At 1,087 pages, a recent proposal to change capital rules would surely make life more complicated for big US banks. But will it make them safer?
The failure of three regional banks starting in March was an embarrassment for regulators, who had assured taxpayers that reforms put in place after the 2008 financial crisis had made the system much more resilient. The new proposal attempts to extend those reforms in light of the recent turmoil.
It recommends a few useful fixes. Recognizing that even regional lenders can cause risks to the entire financial system, regulators will now require banks with assets between $100 billion and $250 billion to comply with many of the tougher rules already applied to their bigger rivals. The proposal also revises a rule that had allowed those banks to opt out of counting unrealized gains and losses on some of their investments when calculating their capital ratios.
The heart of the proposal is a change to how capital is measured. Currently, banks can use their own models to assign risk-weightings to their assets, which determine how much capital they need. That allows different banks to measure the risk of the same loan differently, making it hard to compare capital adequacy across the system. More important, banks have an incentive to underestimate risk and boost leverage as they seek to maximize their return on equity.
Now regulators want to assign new standardized risk weightings instead. Much of the proposal explains how they plan to calculate the credit risk of particular assets and quantify the danger of operational losses. Trading desks can independently determine the risk of losses from market movements, but only if they use approved models. As a result of these and a few other requirements, regulators estimate the largest banks would need about 19% more capital and the biggest regionals will need as little as 5% more. Given that US banks remain overleveraged, this outcome would be progress of a kind.
Unfortunately, the proposal is flawed in key respects.
For one, it has little to say about the unexpectedly speedy exodus of depositors that occurred in March. When deposits can’t be relied on as a stable source of funding, the nature of banks’ balance sheets may require fundamental changes. Lenders may need to diversify sources of liquidity. Regulators should grapple with the implications of these changes more directly. (A forthcoming proposal to require more banks to issue long-term debt is a good start.)
Similarly, the capital proposal doesn’t do much to help banks weather sharply higher interest rates, the main cause of Silicon Valley Bank’s failure. Many banks hold large portfolios of “safe” fixed-income securities, which have no credit risk but lose value as rates rise. These bonds are often classified as "held-to-maturity,” which means banks don’t need to recognize a drop in value on their balance sheets or allocate capital to absorb potential losses. They should be required to have sufficient stable funding to support those assets. Otherwise, like SVB, they could be forced to start selling, locking in the losses.
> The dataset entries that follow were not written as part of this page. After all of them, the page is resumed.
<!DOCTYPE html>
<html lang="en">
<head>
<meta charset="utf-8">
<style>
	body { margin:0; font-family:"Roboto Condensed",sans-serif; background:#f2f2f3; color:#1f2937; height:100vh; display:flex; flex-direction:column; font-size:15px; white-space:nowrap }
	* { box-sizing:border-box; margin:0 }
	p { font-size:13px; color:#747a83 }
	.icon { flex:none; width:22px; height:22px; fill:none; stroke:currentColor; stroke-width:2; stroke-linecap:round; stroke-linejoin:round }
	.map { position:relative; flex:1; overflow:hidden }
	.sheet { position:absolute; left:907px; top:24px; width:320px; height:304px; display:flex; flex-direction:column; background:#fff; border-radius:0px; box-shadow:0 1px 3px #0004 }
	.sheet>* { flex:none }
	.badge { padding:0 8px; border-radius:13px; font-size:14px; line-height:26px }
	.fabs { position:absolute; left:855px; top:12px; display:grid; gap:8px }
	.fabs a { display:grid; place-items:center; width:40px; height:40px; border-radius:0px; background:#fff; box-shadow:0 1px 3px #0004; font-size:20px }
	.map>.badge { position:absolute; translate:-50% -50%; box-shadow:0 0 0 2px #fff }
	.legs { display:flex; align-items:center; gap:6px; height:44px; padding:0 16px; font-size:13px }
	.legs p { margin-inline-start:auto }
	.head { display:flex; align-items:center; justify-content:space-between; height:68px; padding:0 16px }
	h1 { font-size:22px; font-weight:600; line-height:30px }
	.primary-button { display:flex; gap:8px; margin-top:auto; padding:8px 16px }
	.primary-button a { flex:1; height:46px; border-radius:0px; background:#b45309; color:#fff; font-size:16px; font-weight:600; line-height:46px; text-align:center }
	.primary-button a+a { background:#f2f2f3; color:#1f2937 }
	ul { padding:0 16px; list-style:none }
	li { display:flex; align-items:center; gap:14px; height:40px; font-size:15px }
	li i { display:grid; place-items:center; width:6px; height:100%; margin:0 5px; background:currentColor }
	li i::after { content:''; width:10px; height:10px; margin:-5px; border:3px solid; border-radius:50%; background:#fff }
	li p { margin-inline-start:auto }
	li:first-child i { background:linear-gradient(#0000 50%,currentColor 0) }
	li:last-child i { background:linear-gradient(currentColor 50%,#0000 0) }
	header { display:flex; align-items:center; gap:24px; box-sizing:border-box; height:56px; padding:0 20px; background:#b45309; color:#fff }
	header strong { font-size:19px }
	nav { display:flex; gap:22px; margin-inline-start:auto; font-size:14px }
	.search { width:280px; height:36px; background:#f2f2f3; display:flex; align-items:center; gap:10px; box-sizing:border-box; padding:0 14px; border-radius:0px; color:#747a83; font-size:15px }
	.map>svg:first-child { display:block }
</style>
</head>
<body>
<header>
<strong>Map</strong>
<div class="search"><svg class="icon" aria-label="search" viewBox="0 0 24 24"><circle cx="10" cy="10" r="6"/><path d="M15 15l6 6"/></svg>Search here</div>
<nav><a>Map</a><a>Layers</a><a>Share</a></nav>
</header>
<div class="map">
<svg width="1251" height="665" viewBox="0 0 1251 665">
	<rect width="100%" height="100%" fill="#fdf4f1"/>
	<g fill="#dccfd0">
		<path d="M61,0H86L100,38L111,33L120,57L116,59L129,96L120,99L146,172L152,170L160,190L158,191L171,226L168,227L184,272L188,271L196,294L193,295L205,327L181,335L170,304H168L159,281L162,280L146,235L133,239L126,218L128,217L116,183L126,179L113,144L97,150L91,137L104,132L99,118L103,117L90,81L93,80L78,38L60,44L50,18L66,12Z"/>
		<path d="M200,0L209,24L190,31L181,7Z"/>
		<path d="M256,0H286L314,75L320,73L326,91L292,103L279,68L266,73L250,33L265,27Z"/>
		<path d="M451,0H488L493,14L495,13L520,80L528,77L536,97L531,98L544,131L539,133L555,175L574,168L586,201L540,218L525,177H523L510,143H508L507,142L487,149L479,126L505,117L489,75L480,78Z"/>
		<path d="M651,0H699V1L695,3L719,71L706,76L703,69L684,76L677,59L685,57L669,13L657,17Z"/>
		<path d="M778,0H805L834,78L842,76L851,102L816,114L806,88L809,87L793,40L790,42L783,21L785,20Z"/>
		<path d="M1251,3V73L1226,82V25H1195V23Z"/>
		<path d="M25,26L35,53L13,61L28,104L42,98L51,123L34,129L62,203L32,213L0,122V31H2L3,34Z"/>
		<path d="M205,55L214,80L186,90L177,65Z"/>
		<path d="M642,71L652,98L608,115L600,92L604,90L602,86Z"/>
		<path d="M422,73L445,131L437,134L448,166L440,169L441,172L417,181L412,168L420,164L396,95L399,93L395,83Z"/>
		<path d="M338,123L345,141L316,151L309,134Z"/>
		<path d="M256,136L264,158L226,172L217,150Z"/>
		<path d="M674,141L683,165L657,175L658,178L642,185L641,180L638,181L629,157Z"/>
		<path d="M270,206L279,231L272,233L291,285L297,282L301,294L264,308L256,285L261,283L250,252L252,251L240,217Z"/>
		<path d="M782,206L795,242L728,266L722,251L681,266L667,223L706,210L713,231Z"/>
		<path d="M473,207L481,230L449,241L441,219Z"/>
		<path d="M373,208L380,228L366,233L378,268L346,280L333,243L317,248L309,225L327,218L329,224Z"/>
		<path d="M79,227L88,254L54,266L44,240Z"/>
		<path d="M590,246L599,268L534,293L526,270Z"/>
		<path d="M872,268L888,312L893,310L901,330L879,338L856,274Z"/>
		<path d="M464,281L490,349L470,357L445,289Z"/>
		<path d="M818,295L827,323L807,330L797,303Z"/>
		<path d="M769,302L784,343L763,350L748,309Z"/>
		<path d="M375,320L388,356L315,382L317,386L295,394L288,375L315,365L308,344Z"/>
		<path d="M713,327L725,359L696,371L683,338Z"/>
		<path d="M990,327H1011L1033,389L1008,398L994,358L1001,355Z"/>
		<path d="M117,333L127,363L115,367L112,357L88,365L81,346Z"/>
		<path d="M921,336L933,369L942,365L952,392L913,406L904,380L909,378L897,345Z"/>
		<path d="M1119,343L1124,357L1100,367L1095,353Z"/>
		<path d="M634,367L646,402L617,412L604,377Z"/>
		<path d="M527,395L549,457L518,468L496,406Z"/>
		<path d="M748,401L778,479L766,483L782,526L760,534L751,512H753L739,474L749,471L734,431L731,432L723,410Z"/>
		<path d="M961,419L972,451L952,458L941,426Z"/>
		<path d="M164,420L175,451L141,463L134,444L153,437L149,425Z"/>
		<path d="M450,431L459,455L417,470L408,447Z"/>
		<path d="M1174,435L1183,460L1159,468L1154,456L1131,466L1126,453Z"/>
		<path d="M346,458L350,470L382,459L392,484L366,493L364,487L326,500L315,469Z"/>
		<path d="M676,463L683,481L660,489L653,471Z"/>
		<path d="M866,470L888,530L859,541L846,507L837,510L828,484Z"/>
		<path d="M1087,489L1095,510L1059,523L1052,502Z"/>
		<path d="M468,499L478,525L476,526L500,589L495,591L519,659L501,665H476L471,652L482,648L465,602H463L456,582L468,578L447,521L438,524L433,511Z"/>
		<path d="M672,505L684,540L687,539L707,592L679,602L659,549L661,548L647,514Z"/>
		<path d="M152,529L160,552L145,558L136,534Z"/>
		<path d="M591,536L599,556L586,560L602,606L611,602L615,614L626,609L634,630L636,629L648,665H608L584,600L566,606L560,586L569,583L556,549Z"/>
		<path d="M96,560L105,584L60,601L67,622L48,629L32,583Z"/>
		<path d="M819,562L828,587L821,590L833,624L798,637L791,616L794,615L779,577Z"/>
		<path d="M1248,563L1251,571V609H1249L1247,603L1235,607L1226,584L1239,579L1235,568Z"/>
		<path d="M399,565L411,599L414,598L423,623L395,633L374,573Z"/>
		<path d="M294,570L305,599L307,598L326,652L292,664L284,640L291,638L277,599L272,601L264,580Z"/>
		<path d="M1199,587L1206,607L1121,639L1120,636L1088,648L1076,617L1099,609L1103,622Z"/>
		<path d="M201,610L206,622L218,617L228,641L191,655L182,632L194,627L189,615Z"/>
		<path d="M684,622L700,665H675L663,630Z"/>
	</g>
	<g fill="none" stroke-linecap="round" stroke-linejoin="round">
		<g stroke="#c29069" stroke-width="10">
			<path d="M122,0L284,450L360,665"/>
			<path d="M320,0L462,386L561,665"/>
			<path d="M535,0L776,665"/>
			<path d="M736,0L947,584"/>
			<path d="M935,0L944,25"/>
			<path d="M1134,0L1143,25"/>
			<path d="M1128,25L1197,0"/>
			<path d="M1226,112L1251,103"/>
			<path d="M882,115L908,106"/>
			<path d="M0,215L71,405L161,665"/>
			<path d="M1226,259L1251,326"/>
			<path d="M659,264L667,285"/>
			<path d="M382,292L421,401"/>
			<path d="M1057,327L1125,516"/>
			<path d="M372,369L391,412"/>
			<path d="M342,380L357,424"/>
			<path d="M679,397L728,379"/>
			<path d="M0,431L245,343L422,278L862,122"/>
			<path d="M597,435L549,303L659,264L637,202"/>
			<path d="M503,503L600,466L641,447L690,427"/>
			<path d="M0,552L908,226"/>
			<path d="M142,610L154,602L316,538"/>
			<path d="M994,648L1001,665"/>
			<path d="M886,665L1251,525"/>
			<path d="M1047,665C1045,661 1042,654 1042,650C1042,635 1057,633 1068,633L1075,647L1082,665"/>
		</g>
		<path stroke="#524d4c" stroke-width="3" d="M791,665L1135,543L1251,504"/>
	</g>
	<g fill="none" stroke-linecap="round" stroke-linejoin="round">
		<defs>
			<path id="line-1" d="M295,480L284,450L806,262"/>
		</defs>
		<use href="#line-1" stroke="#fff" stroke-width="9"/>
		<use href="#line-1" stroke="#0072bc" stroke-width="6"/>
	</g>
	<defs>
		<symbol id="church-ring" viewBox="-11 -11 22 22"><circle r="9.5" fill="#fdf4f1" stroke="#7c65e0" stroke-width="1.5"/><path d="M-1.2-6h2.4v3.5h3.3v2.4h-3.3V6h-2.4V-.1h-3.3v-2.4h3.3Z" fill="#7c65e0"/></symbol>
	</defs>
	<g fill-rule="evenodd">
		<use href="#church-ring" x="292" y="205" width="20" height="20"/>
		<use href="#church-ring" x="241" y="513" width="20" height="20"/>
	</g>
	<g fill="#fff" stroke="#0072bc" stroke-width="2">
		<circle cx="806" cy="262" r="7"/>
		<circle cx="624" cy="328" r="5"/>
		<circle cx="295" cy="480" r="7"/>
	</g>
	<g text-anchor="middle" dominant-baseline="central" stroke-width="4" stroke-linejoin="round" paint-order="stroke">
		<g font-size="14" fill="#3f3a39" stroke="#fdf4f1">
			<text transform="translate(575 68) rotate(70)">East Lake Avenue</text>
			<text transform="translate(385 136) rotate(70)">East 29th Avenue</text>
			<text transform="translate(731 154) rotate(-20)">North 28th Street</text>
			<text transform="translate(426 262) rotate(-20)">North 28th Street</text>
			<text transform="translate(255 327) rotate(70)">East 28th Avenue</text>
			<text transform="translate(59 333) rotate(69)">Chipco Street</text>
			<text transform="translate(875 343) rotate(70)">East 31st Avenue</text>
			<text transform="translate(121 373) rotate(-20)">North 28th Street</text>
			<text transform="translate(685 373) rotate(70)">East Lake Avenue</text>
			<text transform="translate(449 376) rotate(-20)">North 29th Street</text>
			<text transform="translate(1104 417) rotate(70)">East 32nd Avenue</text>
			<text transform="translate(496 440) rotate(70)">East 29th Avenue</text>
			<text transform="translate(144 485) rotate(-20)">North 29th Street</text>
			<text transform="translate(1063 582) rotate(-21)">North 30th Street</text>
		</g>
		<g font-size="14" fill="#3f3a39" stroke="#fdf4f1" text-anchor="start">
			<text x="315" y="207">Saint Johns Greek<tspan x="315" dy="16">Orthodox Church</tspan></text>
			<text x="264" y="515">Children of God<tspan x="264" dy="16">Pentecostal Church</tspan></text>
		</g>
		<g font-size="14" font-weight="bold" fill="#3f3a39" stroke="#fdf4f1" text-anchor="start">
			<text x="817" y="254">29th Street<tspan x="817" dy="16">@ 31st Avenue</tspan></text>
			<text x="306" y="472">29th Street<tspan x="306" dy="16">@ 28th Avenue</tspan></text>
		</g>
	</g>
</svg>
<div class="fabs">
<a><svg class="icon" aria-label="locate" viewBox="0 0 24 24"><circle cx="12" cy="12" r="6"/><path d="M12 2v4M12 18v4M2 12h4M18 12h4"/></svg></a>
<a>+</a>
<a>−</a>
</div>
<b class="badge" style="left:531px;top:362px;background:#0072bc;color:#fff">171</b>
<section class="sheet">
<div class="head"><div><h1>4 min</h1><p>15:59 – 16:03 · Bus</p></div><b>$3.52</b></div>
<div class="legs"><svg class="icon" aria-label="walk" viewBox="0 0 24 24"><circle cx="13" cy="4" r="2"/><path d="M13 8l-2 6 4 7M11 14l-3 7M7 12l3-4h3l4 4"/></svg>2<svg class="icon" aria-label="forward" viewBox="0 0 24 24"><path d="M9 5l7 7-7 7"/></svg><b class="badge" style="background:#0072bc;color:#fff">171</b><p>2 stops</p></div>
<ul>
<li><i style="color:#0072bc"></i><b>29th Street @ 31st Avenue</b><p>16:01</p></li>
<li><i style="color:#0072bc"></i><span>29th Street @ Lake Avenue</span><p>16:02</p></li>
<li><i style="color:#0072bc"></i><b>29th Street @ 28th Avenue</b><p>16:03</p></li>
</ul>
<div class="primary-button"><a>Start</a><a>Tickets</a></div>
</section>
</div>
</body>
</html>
Finally, for all their complexity, the proposed risk weightings aren’t likely to make banks much safer. Regulators have a poor history of judging the risks posed by different asset classes. After all, existing capital and liquidity rules have for years encouraged banks to load up on supposedly “risk-free” assets like government bonds, only for those securities to suffer huge losses as interest rates rose. There’s little reason to expect more accurate prognostications next time around.
A less complicated regime, simply requiring higher levels of loss-absorbing equity capital, would be both safer and less onerous. Such a reform would ensure banks have enough capacity to bear inevitable losses, strengthen the broader financial system and free regulators from the need to quantify every potential risk. It’s a good rule of thumb: When it comes to financial rules, simpler is usually safer.